There are a number of examples of this (e.g. the Afghanistan and Iraq wars).
They usually use a lot of hedging language to cover their behinds when they make predictions, though, so their predictions are usually more nudges and winks than they are commitments.
You can imagine some narcissistic abuser saying the same thing.
Maybe "not always wrong" isn't the bar you should be shooting for.
Even in this article they mention “The Economist was convinced by the false claim that Saddam Hussein was hiding weapons of mass destruction”, something they remind the reader of each time the Iraq War is discussed. I remember an article from 2017 that said the Economist got it wrong, while a less honest publication wouldn’t have.
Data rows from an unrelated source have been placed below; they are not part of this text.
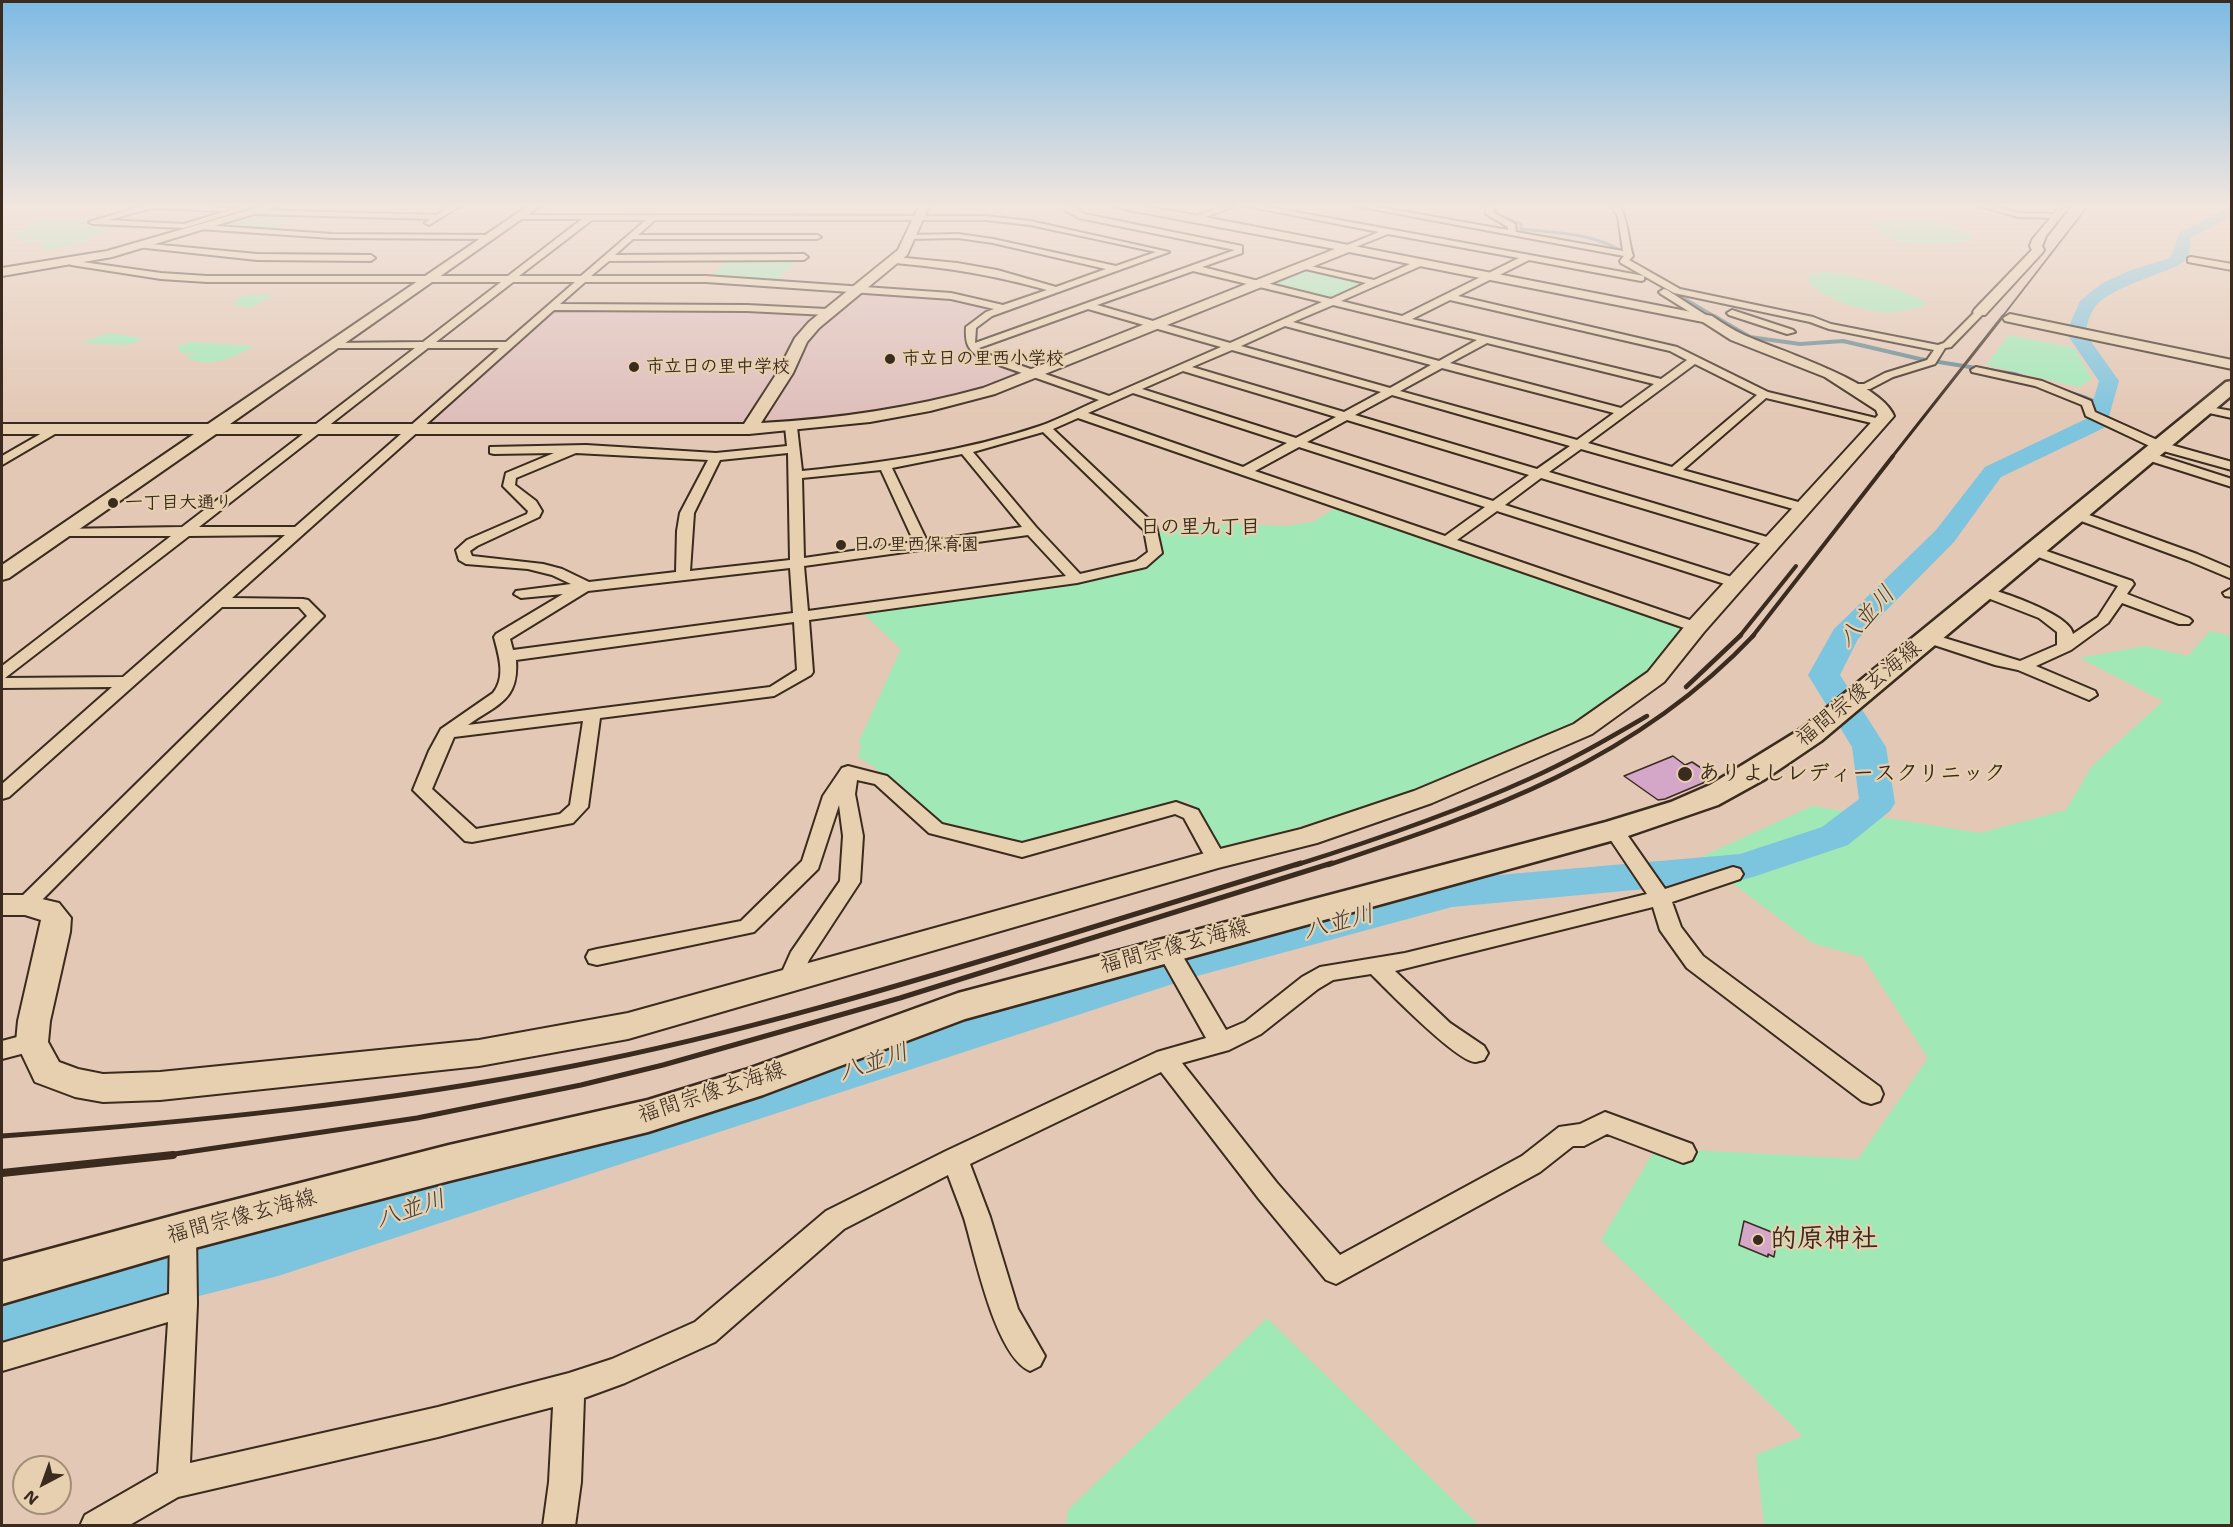 <!DOCTYPE html>
<meta charset="utf-8">
<style>
body{margin:0}
#map{position:relative;width:2233px;height:1527px;overflow:hidden;background:#e3c8b5;font-family:"Shantell Sans",sans-serif}
canvas{display:block}
.frame{position:absolute;inset:0;border:3px solid #3b2a1e;pointer-events:none}
.north{position:absolute;left:12px;top:1455px;width:60px;height:60px;box-sizing:border-box;background:#e7d0b0;border:2px solid #a28e76;border-radius:50%;rotate:221deg;font-size:16px;font-weight:700;line-height:24px;text-align:center;color:#3b2a1e}
.north::after{content:'';display:block;margin:auto;width:21px;height:27px;background:#3b2a1e;clip-path:polygon(50% 0,100% 100%,50% 72%,0 100%)}
</style>
<div id="map">
<canvas width="2233" height="1527"></canvas>
<div class="frame"></div>
<div class="north">N</div>
</div>
<script>
const c = document.querySelector('canvas').getContext('2d');
c.lineJoin = 'round';
function fill(path, color) {
  c.fillStyle = color;
  c.fill(path, 'evenodd');
}
function stroke(path, color, width, dash) {
  c.strokeStyle = color;
  c.lineWidth = width;
  c.lineCap = dash ? 'butt' : 'round';
  c.setLineDash(dash || []);
  c.stroke(path);
}
function write(font, color, halo, rows, align = 'center') {
  c.font = font + ' "Shantell Sans","Klee One",sans-serif';
  c.lineWidth = 4.5;
  c.setLineDash([]);
  c.textBaseline = 'middle';
  c.strokeStyle = halo;
  c.fillStyle = color;
  for (const [text, x, y, turn = 0] of rows) {
    c.save();
    c.translate(x, y);
    c.rotate((+turn || 0) * Math.PI / 180);
    c.textAlign = isNaN(turn) ? turn : align;
    if (halo) c.strokeText(text, 0, 0);
    c.fillText(text, 0, 0);
    c.restore();
  }
}
fill(new Path2D(`
 M861 292 946 297 997 308 969 324 965 329 964 340 977 356 1022 374 952 398 858 416 761 425 809 338 816 329Z
 M720 309 820 315 794 342 746 425H425L553 310Z`), '#debebb');
fill(new Path2D(`
 M256 213 305 215 265 231 211 226Z
 M46 220 87 221 88 223 108 224 113 227 84 242 45 251 41 249 43 242H27L16 238 15 234 28 228 25 226Z
 M1878 222C1908 221 1951 217 1974 238 1967 242 1959 242 1951 243 1924 246 1892 246 1871 225Z
 M726 260H797L778 280 774 281 711 277Z
 M1309 269 1366 282 1367 284 1332 299 1270 285Z
 M1828 272C1862 277 1897 286 1927 303L1926 305C1916 308 1904 311 1893 312 1872 314 1816 299 1808 278L1813 273Z
 M244 295H275L250 308 233 305 238 298Z
 M109 333 141 338V340L127 345 80 343Z
 M2009 335 2074 348 2092 379 2079 387 1986 365Z
 M191 342H193L254 346C235 357 208 370 186 357L196 353 186 354 179 350 178 346Z
 M1334 509H1341L1678 625 1684 630 1641 680 1569 727 1408 794 1225 849 1214 842 1187 801 1021 845 936 825 873 766 858 757 861 746 859 741 901 649 861 611 1081 583 1143 567 1163 553 1159 532 1162 530 1232 524 1286 526 1313 522Z
 M2210 631 2231 636V1525H1764L1756 1455 1803 1436 1601 1240 1656 1148 1858 1159 1928 1058 1863 957 1812 943 1699 858 1812 806 1980 833 2066 810 2092 766 2163 701 2080 658 2145 646 2188 656Z
 M1267 1318 1479 1525H1066L1068 1510Z`), '#a0e9b7');
stroke(new Path2D(`
 M1495 206 1496 214 1521 224V229C1556 233 1595 233 1625 253L1620 261 1626 266
 M1672 291 1716 317`), '#638691', 3);
stroke(new Path2D(`
 M1714 316 1750 337 1800 344 1843 341 1920 359 2014 374 2086 398 2096 402 2103 409`), '#638691', 4);
fill(new Path2D(`
 M2232 206V216L2191 238C2190 244 2190 252 2188 257 2181 271 2114 283 2095 307 2090 313 2087 325 2085 333L2119 381 2106 427 2001 477 1954 542 1858 639 1840 675 1886 747 1895 803 1890 811 1848 845 1756 876 1742 880 1452 907 1197 976 278 1276 2 1346V1293L278 1228 1192 947 1452 879 1740 854 1822 827 1859 799 1852 747 1808 675 1834 629 1936 530 1985 467 2088 418 2099 381 2066 333 2080 301 2101 284 2131 270 2167 259 2172 254 2179 233Z`), '#7dc4de');
const building = new Path2D(`
 M1673 756 1685 765 1692 762 1709 773 1703 783 1665 799 1658 800 1624 776Z
 M1744 1221 1774 1233 1773 1236 1777 1238 1774 1257 1768 1254V1257L1739 1245Z`);
fill(building, '#d4a6c8');
stroke(building, '#3b2a1e', 1.5);
const street = new Path2D(`
 M143 206H210L228 209 224 211 152 208 108 220 184 224 243 206H256L184 228 93 224 89 222Z
 M451 206H460L429 225 425 223 430 219 255 214 251 212 255 210 437 215Z
 M1065 206H1073L1084 214 1242 246V253L1202 267 1331 299 1366 283 1301 268V264L1374 280 1417 261H1423V265L1341 301 1402 316 1519 258 1388 234 1348 250H1345V246L1379 232 1246 206H1263L1644 276V280L1641 281 1529 260 1458 296 1677 347 1768 392 1884 420 1886 422 1880 425 1766 398 1683 470 1809 505 1811 508 1804 512 1581 449 1549 472 1777 540 1779 543 1772 547 1541 478 1505 505 1741 580 1743 583 1741 586H1731L1497 511 1457 540 1701 624 1704 627 1696 632 1078 418 1053 429 1156 526 1162 553 1146 567 1077 583 809 620 813 672 811 675 774 696 600 718 588 807 573 823 472 842 465 841 413 790 429 751 441 729 493 693C506 677 499 656 494 637L496 634 563 594 521 598 514 594 516 591 571 584 552 575 528 569 466 564 459 560 456 550 467 540 527 514 528 511 503 486 506 473 554 453 494 454 490 453V447L586 445 716 453 787 446 785 427 791 423 797 427 802 471C882 463 963 452 1040 426 1060 419 1080 408 1099 400L982 359C968 350 965 344 966 327L986 312 994 309 951 299 706 282H585L560 304 747 305 827 309 832 312 827 315 747 311 554 310 232 598 303 599 308 600 324 616 32 910 25 912 18 910 15 905 18 900 307 616 299 607H222L9 797 2 799V784L112 687 2 688V666L171 536H63L58 535 56 532 58 529 182 527 415 348H334L330 347V343L423 342 501 282H207L161 279 71 265 67 262 68 260 161 273 207 276H508L582 219H517V215H520L986 216 1030 221 1169 252 992 316 976 328 975 343 1235 250 1079 218 1066 211ZM592 220H646L581 276H519ZM655 220H986L1030 225 1156 252 1116 266 993 239 958 234 909 235 905 237 909 239 958 238 993 243 1106 269 1056 287 997 270 957 263 895 257 891 260 895 263C950 268 993 275 1047 290L1003 305 951 293 706 276H591L609 261 804 260 808 257 804 254 615 255 633 239H817L821 237 817 235H638ZM1193 271 1322 302 1230 343 1097 305ZM513 282H575L506 342H436ZM1450 300 1670 351 1687 360 1661 379 1412 319ZM1333 305 1477 340 1439 361 1293 322ZM1088 309 1221 347 1109 396 990 355 979 348ZM1285 326 1431 365 1390 388 1241 346ZM1487 343 1654 384 1621 408 1450 363ZM428 348H499L295 527H199ZM1232 350 1381 392 1344 412 1192 367ZM1695 364 1757 395 1672 467 1588 443ZM1442 368 1614 413 1577 440 1400 391ZM1183 371 1336 417 1296 438 1142 389ZM1133 393 1287 443 1243 467 1088 413ZM1392 395 1570 446 1537 469 1355 415ZM1347 420 1529 475 1493 501 1307 442ZM1043 432 1144 530 1148 552 1136 561 1080 574 1036 527 973 452ZM1299 447 1485 507 1445 536 1255 471ZM576 453 708 460 680 513 677 531 676 572 589 582 562 569 543 564 472 556 470 551 477 546 539 517 542 511 536 501 515 485 516 478ZM788 453 790 560 690 571 694 513 720 460ZM962 454 1022 527 927 541 892 468ZM881 470 914 542 804 558 802 478ZM285 535 123 677 5 678 189 536ZM1028 535 1066 576 808 611 804 566ZM790 568 793 613 513 650 510 639 588 591ZM794 622 797 670 770 687 468 725C497 704 519 701 516 660ZM583 721 570 805 560 814 476 829 432 789 454 737Z
 M1222 206H1234L1198 220 1191 218Z
 M1356 206H1373L1508 230V227L1486 214 1485 206H1493L1494 213 1515 224 1516 232 1623 251 1618 216 1611 206H1619C1628 218 1628 241 1633 256L1629 260 1680 289 1813 317 1831 324 1938 345 1944 343 1977 310 1985 312 1951 347 1945 348 1935 364 1893 377 1870 389H1849L1844 386 1845 384H1864L1885 373 1927 360 1934 350 1829 329 1810 322 1674 293 1621 263 1620 261 1624 256Z
 M1981 206H1994L2018 213 2058 214 2062 216 2058 218 2018 217Z
 M202 225 332 234 492 235 496 237 492 239 332 238 199 229V225Z
 M140 243 257 254 371 255 375 258 371 261 257 260 137 247V243Z
 M2191 257 2232 264V270L2188 262V258Z
 M1664 289 1667 290 1712 319 1704 321 1661 294 1659 292Z
 M1732 310 1793 330 1795 332 1787 334 1729 315 1727 313Z
 M1976 367 2042 381 2091 401 2095 412 2164 443 2232 462V470L2156 449 2086 416 2082 405 2035 386 1972 372 1971 370Z
 M2204 406 2232 411V418L2200 411 2198 409Z
 M56 425 60 427V431L2 465V456Z
 M2148 452 2232 479V487L2144 459V453Z
 M2078 511 2197 554 2232 569V579L2187 560 2073 518 2071 515Z
 M2035 547 2132 581 2134 584 2127 594 2189 618 2192 621 2189 624H2179L2122 603 2108 623 2071 650 2036 666 2095 691 2097 695 2089 700 2018 670 1995 665 1922 641 1920 638 1928 633 2020 661 2057 645V632L2039 618 1980 595 1978 592 1985 588C2003 592 2071 615 2073 634L2098 617 2118 586 2030 554 2028 551Z
 M2232 588V597L2225 596 2223 593Z
 M848 766 887 776 942 824 1022 843 1176 802 1198 810 1226 859 1223 864 1216 866 1209 864 1184 818 1175 814 1022 857 929 833 875 784 857 780 855 794 863 836 860 882 809 960 797 987 789 989 781 987 778 981 791 952 840 881 843 836 839 805 818 869 754 932 597 965 589 963 586 957 589 951 597 949 741 921 802 861 823 796 842 768Z
 M1614 824 1621 826 1665 889 1733 867 1740 869 1743 874 1740 879 1672 902 1681 927 1703 956 1880 1087 1883 1094 1880 1101 1871 1104 1862 1101 1687 968 1660 930 1653 907 1395 971 1450 1023 1484 1046 1488 1053 1484 1060C1483 1060 1477 1062 1475 1062 1456 1061 1388 991 1371 974L1333 980 1318 989 1261 1034 1229 1050 1182 1063 1277 1183 1340 1255 1522 1156 1559 1127 1580 1124 1605 1112 1692 1144 1696 1152 1692 1160 1683 1163 1607 1134 1584 1146H1573L1540 1172 1336 1284 1326 1280 1259 1199 1161 1072 970 1164 990 1217 1018 1309 1045 1356 1040 1366 1030 1371C995 1356 975 1254 964 1218 959 1204 953 1189 948 1175L844 1229 715 1342 625 1383 584 1398 581 1482 575 1526H543L549 1482 553 1407 438 1437 178 1497 128 1526H80L85 1515 158 1473 168 1322 2 1371V1343L169 1294 170 1232 174 1223 183 1220 192 1223 196 1232 197 1304 190 1463 438 1407 569 1373 612 1359 695 1322 826 1211 946 1151 1157 1052 1206 1038 1156 949 1159 943 1167 941 1175 943 1226 1030 1245 1022 1302 977 1320 967 1405 953 1647 894 1604 830 1607 826Z
 M32 1033 40 1035 44 1042 40 1049 2 1059V1041Z`);
const secondary = new Path2D(`
 M263 206H280L112 257 2 276V268L107 251Z
 M528 206H540L230 424H744L777 373 795 338 809 322 898 250 919 206H929L907 255 819 328 807 342 793 373 761 423C837 419 911 408 983 388L1335 249 1123 209 1118 206H1143L1195 215 1712 316C1722 323 1733 330 1744 335 1778 350 1881 382 1894 416L1704 632 1664 682 1592 734 1432 803 1317 843 1218 868 628 1039 479 1066 160 1100 103 1102 75 1097 35 1082 16 1042 18 1021 41 920 25 915H2V895H25L59 903 71 918 70 932 50 1021 48 1042 59 1062 78 1069 103 1074 160 1072 479 1040 628 1013 1216 850 1301 829 1414 791 1574 724 1648 672 1688 622 1878 415 1876 410 1825 377 1731 340 1703 322 1349 252 995 394 930 411 870 422 749 434H216L9 578 2 580V565L194 434H2V424H208Z
 M2056 206 2068 208 2046 236 2042 246 2044 250 2042 253 1985 315H1975L1973 312 1975 309 2032 250 2030 246 2032 240 2056 211Z
 M2010 314 2232 360V369L2005 321 2003 318Z`);
const primary = new Path2D(`
 M2232 381V395L1821 741 1765 779 1718 805 1625 837 965 1019 763 1095 648 1132 449 1181 183 1251 2 1304V1262L183 1213 449 1145 648 1100 745 1070 958 993 1606 822 1671 802 1710 785 1801 729 2226 382Z`);
stroke(street, '#3b2a1e', 4);
stroke(secondary, '#3b2a1e', 4);
stroke(primary, '#3b2a1e', 5);
fill(street, '#e7d0b0');
fill(secondary, '#e7d0b0');
fill(primary, '#e7d0b0');
stroke(new Path2D(`
 M2002 317 2088 206`), '#3b2a1e', 2);
stroke(new Path2D(`
 M1892 457 2003 316`), '#3b2a1e', 3);
stroke(new Path2D(`
 M1739 637 1796 566
 M1752 637 1893 456`), '#3b2a1e', 4);
stroke(new Path2D(`
 M1686 687 1741 635
 M1296 865C1375 840 1454 813 1529 779 1570 761 1609 738 1647 716
 M1328 865C1489 811 1634 762 1754 635`), '#3b2a1e', 4.5);
stroke(new Path2D(`
 M2 1136C194 1122 384 1103 573 1066 739 1034 902 985 1064 936 1143 912 1222 888 1301 863
 M161 1156 417 1118 581 1085 663 1065 900 998 1332 863`), '#3b2a1e', 5);
stroke(new Path2D(`
 M2 1173 173 1155`), '#3b2a1e', 8);
const sky = c.createLinearGradient(0, 0, 0, 420);
sky.addColorStop(0, '#7dbae4');
sky.addColorStop(0.49, '#f2e6de');
sky.addColorStop(1, '#f2e6de00');
c.fillStyle = sky;
c.fillRect(0, 0, 2233, 420);
for (const [x, y, r, color] of [
 [890,359,6,"#3b2a1e"],
 [634,367,6,"#3b2a1e"],
 [113,503,6,"#3b2a1e"],
 [841,545,6,"#3b2a1e"],
 [1685,774,8,"#3b2a1e"],
 [1758,1240,6,"#3b2a1e"]
]) {
  const dot = new Path2D();
  dot.arc(x, y, r, 0, 2 * Math.PI);
  c.fillStyle = color;
  c.fill(dot);
  stroke(dot, '#e7d0b0', 2);
}
write('bold 18px', '#3b2a1e', '#e7d0b0', [
 ["市立日の里西小学校",902,359],
 ["市立日の里中学校",646,367],
 ["一丁目大通り",125,503],
 ["日の里西保育園",853,545]
], 'left');
write('bold 20px', '#3b2a1e', '#e7d0b0', [
 ["日の里九丁目",1200,528]
]);
write('22px', '#3b2a1e', '#e7d0b0', [
 ["福間宗像玄海線",1859,694,-39],
 ["福間宗像玄海線",1175,947,-15],
 ["福間宗像玄海線",712,1093,-18],
 ["福間宗像玄海線",242,1217,-15]
]);
write('bold 22px', '#3b2a1e', '#e7d0b0', [
 ["ありよしレディースクリニック",1698,774]
], 'left');
write('italic 24px', '#45413b', '#e7d0b0', [
 ["八並川",1867,617,-48],
 ["八並川",1339,923,-15],
 ["八並川",874,1063,-18],
 ["八並川",411,1210,-18]
]);
write('bold 27px', '#3b2a1e', '#e7d0b0', [
 ["的原神社",1770,1240]
], 'left');
</script>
It’s more remarkable considering that the economist’s articles and opinions are published without the authors details. So when an article gets it wrong, it reflects poorly on the economist as a whole. They can’t simply blame the previous guy, it’s their fault.
They’ll be talking about how they got the Iraq War wrong as long as someone mentions it even in passing 50 years from now. That’s candour I appreciate.
Betteridge's law wrapping a paywall wrapping an AI piece masquerading as domain-specific analysis.
> The Economist was convinced by the false claim that Saddam Hussein was hiding weapons of mass destruction
The issue here is not whether or not the Iraqis had any weapons of any type, the issue is whether the US has a basic right to travel to the opposite side of the globe and invade random countries. One of the issues the anti-Trump crowd has right now coming down on his crazy and unprovoked attacks on Iran has been that it is absolutely an established pattern of US behaviour and he's well within normal practice. Trump is even claiming it is because of WMDs! Again! Eventually at least, after he tried a few other excuses first. "He's lying" doesn't cut much ice because that is pretty normal when the US goes to war and it usually isn't particularly subtle. The only difference from the Economist's perspective is how enthusiastically the reporters want to pretend they believe the obvious mistruths.
Anyway, that rant aside, the issue is more that the Economist is pretending that the unknowable is knowable rather than that they get it wrong more often or not than anyone else. It doesn't seem theoretically possible to predict the price of things more than "up", "down" and "assume it does what it always does". Mapping out the supply/demand curve and confidently forecasting how it could shift in the short term requires knowledge of all actors, their preferences, options and operational constraints. Even for a relatively superficial forecast. Who's got that sort of modelling firepower?